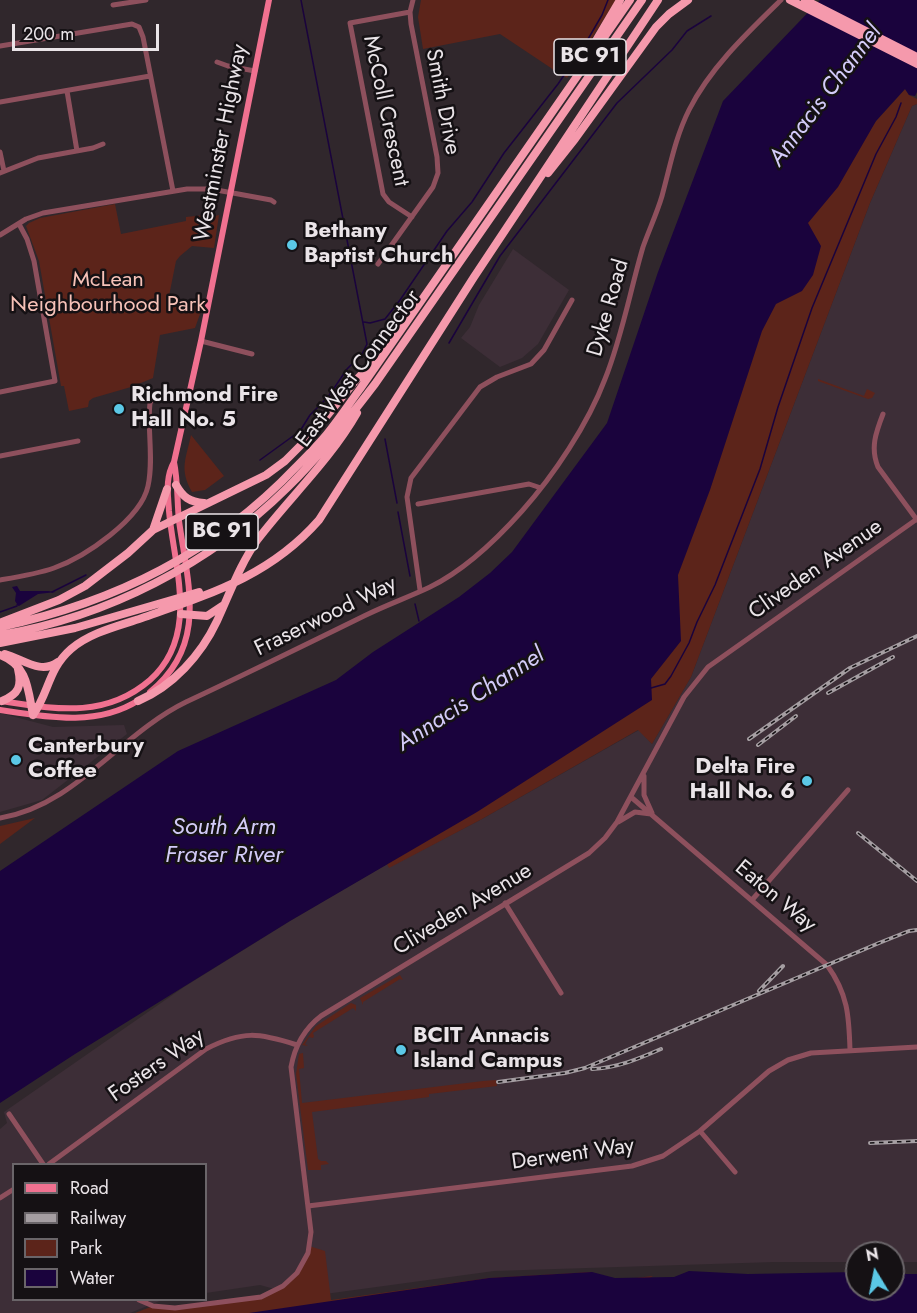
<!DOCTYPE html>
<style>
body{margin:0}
#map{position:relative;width:917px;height:1313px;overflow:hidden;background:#30272c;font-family:Jost,sans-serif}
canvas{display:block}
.legend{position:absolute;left:12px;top:1163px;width:195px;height:138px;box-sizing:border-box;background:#151114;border:2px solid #6a6569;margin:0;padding:8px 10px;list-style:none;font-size:18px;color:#eae4e8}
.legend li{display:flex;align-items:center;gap:12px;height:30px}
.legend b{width:30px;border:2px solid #6a6569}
.north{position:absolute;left:845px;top:1241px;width:60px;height:60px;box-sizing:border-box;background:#151114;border:2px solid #6a6569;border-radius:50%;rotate:350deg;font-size:16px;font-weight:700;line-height:24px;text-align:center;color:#eae4e8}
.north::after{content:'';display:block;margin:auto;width:21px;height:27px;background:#5bc8e6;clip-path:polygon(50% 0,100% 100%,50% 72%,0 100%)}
.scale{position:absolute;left:12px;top:24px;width:147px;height:27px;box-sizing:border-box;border:3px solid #eae4e8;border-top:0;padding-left:8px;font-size:18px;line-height:21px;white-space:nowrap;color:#eae4e8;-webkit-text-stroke:4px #151114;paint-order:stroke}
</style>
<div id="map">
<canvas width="917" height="1313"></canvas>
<ul class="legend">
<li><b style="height:8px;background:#f07190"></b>Road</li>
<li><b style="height:8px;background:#a59ea2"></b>Railway</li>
<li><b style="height:16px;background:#5c241a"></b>Park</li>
<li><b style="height:16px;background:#1a033d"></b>Water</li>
</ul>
<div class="north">N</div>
<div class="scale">200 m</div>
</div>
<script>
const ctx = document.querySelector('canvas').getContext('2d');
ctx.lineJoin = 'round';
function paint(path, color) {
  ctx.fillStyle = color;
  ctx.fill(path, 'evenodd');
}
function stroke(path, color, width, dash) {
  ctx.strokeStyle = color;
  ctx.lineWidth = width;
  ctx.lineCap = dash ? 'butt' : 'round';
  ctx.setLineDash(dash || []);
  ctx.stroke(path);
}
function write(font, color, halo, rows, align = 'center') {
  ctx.font = font + ' Jost,sans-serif';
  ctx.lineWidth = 5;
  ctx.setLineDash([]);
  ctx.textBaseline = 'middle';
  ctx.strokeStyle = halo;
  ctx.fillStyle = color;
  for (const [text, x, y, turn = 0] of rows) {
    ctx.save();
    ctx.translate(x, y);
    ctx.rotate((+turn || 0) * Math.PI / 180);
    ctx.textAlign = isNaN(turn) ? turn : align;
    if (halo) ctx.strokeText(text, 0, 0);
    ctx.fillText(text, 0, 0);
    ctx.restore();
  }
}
paint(new Path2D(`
 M917,104V1262H893V1253H857V1262H774L494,1271L303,1297L260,1285L206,1293V1164H14V1300H162L130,1313H0V1129L7,1123L4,1112L184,987L290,921L387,864L389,867L482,819L639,730L652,744L691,677L870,203L912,106Z
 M513,249L569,290L538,344L522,358L500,367L461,338L470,327L479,305Z
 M0,713L53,727L124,725L127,734L42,800L0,812Z`), '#3d2e37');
paint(new Path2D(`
 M421,0H616L567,78L562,75L560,76L551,68L500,34L423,49L418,17Z
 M905,89L909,95L917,99V104L912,106L870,203L691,677L652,744L638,730L482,819L389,868L387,864L754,318L804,230L819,197L876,121Z
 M115,204L121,234L186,221V217L206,215L207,218L219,215L214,248L192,246L180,256L176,261L167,306L204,303L195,328L160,335L153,378L131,387L93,398L89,401L88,407L69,411L64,386H61L39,261L26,226L29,223L40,218Z
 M818,379L864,396L867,389L875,393L872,398L868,399L818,381Z
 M191,435L224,476L205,490L192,492C179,469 186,459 191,435Z
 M35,818L0,844V826Z
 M400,975L403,980L400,979L363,1002V1005L360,998Z
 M351,1003L356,1005V1011L353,1008L313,1033L314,1036L313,1038L309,1037L305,1044L308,1046L302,1045L316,1026Z
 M303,1053L304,1068L299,1069L302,1103L483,1081L496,1080L497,1086L429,1094V1097L312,1112L318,1159L321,1161H326L329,1164L321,1165V1170H308L296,1074L299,1054Z
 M309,1246L325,1251L331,1300L489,1278L592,1272L600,1282L653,1276L592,1313H135L153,1306L175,1308L261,1297L283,1286L297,1273Z`), '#5c241a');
paint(new Path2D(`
 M820,0H917V92L915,96L909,95L905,89L876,121L838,187L808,223L821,246L813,275L802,291L776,304L762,331L710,490L678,575L681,641L651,679L652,700L477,812L290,921L75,1054L0,1103V871L178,751L336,680L373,652L459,597L490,573L512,552L607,423L658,272L723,101Z
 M17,586L20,591H48L56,592L38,594L19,606L16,605L17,604L15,601L16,593L12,587Z
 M689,1271L748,1274L857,1272V1289H893V1274H917V1313H249L489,1278L592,1272L615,1278L674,1277Z`), '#1a033d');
stroke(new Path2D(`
 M364,322L370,323L385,319L400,300L447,231L472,202L504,153L558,84L584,46L602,15L608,0
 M449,343L500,256L617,103L672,50L687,31L711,16
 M385,439L397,503
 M260,460L300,431L310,415L328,397L347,369L362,354L367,344L301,0
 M398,512L410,576
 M52,592L86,575
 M415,604L419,621
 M0,612L17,606
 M651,688L665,684L671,676L689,643L697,622L715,585L760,469L778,407L812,308L876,154L896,117L901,103`), '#1a033d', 1.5);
stroke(new Path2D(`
 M113,5L146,0
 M410,12L350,23L383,194L389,202L412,217
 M0,46L132,24L139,27L143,37L173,191
 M217,62L228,66L255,71
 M67,91L77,151
 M0,102L150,76
 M0,152L4,171
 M0,173L38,158L93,148L103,144
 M0,235L26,219L43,213L187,189H211L271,200L274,202
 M378,264L433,187L438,173L437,157L411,24L410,12L413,0
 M201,341L252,354
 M0,392L55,381L34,261L27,239L19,224
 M883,414C876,432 870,448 878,467L917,520
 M0,456L78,441
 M418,504L529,484L541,488
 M0,580C18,577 37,574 54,568C85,557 141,519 148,486C154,459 147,430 150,403C158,387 174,394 188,398
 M420,590L407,497L411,478L480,387L497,377L531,364L544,350L572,300
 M644,776V795L652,813
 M631,797L827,965C848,994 849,1016 850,1050
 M0,818C75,806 120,734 186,702C246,674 305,645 364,616C386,605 409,597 430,587C465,570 497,539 522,511C554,475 588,424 605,379C622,337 630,291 643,247C649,230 657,213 662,196C670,167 675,138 689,110C710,68 747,33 781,0
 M618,822L635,812L651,814
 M752,900L848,790
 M505,903L561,993
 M9,1114L43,1164
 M700,1131L735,1172
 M49,1164L206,1049C243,1030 259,1033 297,1045
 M0,1198L14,1189
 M308,1206L632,1166L663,1156L700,1131L769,1071L788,1060L811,1053L917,1047
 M139,1300L153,1306L175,1308L261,1297L283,1286L297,1273L308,1253L311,1232L291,1067C295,1045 304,1029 321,1016L589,853L605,838L617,822L684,697L708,667L917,519`), '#8e505d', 5);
stroke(new Path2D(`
 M150,692C208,645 188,585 179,521C177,502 178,481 174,462
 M1,701C55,709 105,719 150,680C200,635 174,568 169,511C168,494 165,478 174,462L201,341L269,0
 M0,710C46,717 97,727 139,700`), '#f07190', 6);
stroke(new Path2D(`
 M790,0L917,64
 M805,0L917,57
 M594,44L620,0
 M548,173L575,139L656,27L669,14L688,0
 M176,485C183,497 189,502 204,503
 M153,530L167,489
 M181,614L207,616L222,606
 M2,622L59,600L85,586L128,553L153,530L266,475L285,461L313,433L356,380L372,364
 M0,627C116,602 214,553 296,467C307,456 318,445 327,434C339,419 349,404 360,389L630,0
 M0,635C107,617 210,564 287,488C320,456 347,420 375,384L642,0
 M0,643L75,628L199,592
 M5,654C23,659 41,675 58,662
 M0,655C28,665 28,690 33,715
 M2,701C19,694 22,686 18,669
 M138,701C173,686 201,655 217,621C230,593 240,564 258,539C291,496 330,460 357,413
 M33,715C49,693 48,669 71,649C91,632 119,626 142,618C210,594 270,576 319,520L474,277L658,0`), '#f599ac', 8);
const rail = new Path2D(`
 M828,693L893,657
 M749,739L850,668L917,636
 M758,745L796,716
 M858,833L917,881
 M759,991L783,966
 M592,1069C617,1068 638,1059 661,1049
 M498,1082L565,1073L585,1068L879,943L909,931L917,930
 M870,1143L917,1141`);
stroke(rail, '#a59ea2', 4);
stroke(rail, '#151114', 1.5, [4.5]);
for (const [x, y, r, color] of [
 [292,245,6,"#5bc8e6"],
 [119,409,6,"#5bc8e6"],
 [16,760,6,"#5bc8e6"],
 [807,781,6,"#5bc8e6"],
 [401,1050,6,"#5bc8e6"]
]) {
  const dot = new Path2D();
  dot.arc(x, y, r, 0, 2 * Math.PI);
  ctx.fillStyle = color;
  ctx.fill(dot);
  stroke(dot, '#151114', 2);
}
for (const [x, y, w] of [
 [590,57,72],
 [222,532,72]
]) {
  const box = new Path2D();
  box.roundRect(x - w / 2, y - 18, w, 36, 4.5);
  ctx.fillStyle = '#151114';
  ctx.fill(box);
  stroke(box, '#eae4e8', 1.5);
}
write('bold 21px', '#eae4e8', null, [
 ["BC 91",590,57],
 ["BC 91",222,532]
]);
write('22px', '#eae4e8', '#151114', [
 ["Smith Drive",442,102,79],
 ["McColl Crescent",385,111,78],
 ["Westminster Highway",222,143,-79],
 ["Dyke Road",609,308,-74],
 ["East-West Connector",359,369,-53],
 ["Cliveden Avenue",816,570,-35],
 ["Fraserwood Way",326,617,-26],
 ["Eaton Way",775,897,40],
 ["Cliveden Avenue",463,910,-31],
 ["Fosters Way",157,1066,-35],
 ["Derwent Way",573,1155,-8]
]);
write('bold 22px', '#eae4e8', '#151114', [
 ["Bethany",304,232],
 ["Baptist Church",304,257],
 ["Richmond Fire",131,396],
 ["Hall No. 5",131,421],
 ["Canterbury",28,747],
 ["Coffee",28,772],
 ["Delta Fire",795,768,"right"],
 ["Hall No. 6",795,793,"right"],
 ["BCIT Annacis",413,1037],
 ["Island Campus",413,1062]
], 'left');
write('22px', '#f7c2b8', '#151114', [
 ["McLean",108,281],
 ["Neighbourhood Park",108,306]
]);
write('italic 24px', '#d3cbf8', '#151114', [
 ["Annacis Channel",826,96,-53],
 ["Annacis Channel",471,700,-33],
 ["South Arm",224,828],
 ["Fraser River",224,856]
]);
</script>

__How to complete this task__. The answer should be one number, namely how many lines of the entries above include the string "function".

__Reply to the task__. 3